If I notice the gears becoming hard to change I will immediately remove the rubber grip and clean it, which is actually very easy to do when not stuck from dirt.


No problems yet with the brake cables or hub gear cables. I have spares but on a gear check recently noticed that my pannier had leaked water and the hub gear cables got wet and so have rusted.

Internal Hub Mechanism

No problems yet. I have a spare.


Twice I have had to remove the pedals and degrease them because they were clicking (in Spain ~3,000km and Ghana ~12,000km). I did have MKS toe clips but one broke when I fell off in Senegal (~7,000km) and the other broke later in the trip. I manage without now.


I have a Brooks saddle (ladies fit). This is fine but I’m not a complete convert like many. I think I would have been just as happy with another saddle. It’s easy to keep dry – If raining, I just cover it with a plastic bag when not cycling. If it’s a very heavy downpour while I’m camping I remove the saddle (and seatpost) and put it in my tent.

After cycling a few days on dusty or muddy roads I give the bike a clean when I have a rest in town and re-oil the chain. Other than that I don’t do any regular maintenance. If I hear something unusual I check it out asap of course.


All distances quoted are since starting this bike trip. I also cycled approximately 1,500km in the UK before leaving (unloaded).

Thorn Racks

Thorn’s own make. These are strong and sturdy. I’ve not had to do anything to them. Not even tighten a screw. The paint has chipped where the pannier clips knock against them and so there is the onset of some surface rust, but I am not too concerned about this. At first I taped up the chipped sections, but this has all worn off now and I didn’t get round to replacing it.

Ortlieb Panniers

I am using Ortlieb’s front and back Roller Classics. These are supposedly waterproof. It wasn’t until Benin (13,000km) that I cycled in any substantial rain. Since then, I have cycled in a lot. One rear and one front pannier are not actually 100% waterproof. This is due in part to two reasons I think. 1. There are a couple of small holes in them from when I fell off in Senegal and the bike landed on the panniers and slid on the gravel. 2. A number of the screws fixing the plastic which the clips attach to the rack are on, have fallen off when cycling. I have never been able to find them and they seem to be a special size. So now there are some small holes where these screws used to go. The plastic moveable bar which holds the pannier against the rack has come off one of the front panniers. This happened when cycling but didn’t realise for some time and so I no longer have it. The pannier does now bang against the rack on very rough tracks but it’s not a major problem.

Handlebar Bag

I have the Ortlieb 5L one. This is great. One piece of kit I’m really happy about.
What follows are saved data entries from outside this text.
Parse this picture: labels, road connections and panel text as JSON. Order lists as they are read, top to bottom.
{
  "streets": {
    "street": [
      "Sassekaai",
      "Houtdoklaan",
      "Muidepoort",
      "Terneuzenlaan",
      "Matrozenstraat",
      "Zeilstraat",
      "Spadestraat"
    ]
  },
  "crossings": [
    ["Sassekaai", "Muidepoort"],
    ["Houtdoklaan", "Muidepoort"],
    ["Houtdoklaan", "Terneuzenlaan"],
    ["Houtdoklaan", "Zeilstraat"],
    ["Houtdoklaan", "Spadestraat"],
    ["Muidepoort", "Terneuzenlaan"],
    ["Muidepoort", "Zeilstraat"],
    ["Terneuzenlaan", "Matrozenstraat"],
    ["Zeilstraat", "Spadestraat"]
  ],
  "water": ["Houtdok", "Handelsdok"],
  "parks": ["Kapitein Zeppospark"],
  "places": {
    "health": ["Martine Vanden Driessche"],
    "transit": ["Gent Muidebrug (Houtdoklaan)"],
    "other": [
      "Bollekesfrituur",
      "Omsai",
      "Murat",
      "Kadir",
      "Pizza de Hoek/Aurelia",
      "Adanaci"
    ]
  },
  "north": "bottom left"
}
It’s waterproof and holds a phenomenal amount securely – I use it for my Canon DSLR with 18-200mm lens attached and 10-22mm lens in a padded liner. Then I fit in my wallet, money belt with passport, documents etc, GPS, compact camera, multitool, leatherman and a few other little bits and bobs. It’s fairly well packed in and some might say overloaded, but I use it as a camera bag when not cycling as it means I can keep my valuables with me at all times. Even with the rough African dirt tracks my camera is still is great nick.

I find the lid sometimes a little tricky to close and some people may prefer a bag with more compartments / pockets. From using it regularly as a shoulder bag, the top edges are very worn now, so I make sure the camera is in a plastic bag for extra waterproofness.

The way it attaches to the handlebars means that it swings up and down when going over very bumpy terrain. However this is an advantage as it acts to dampen the vibrations of the road/knocks and this is good for the camera.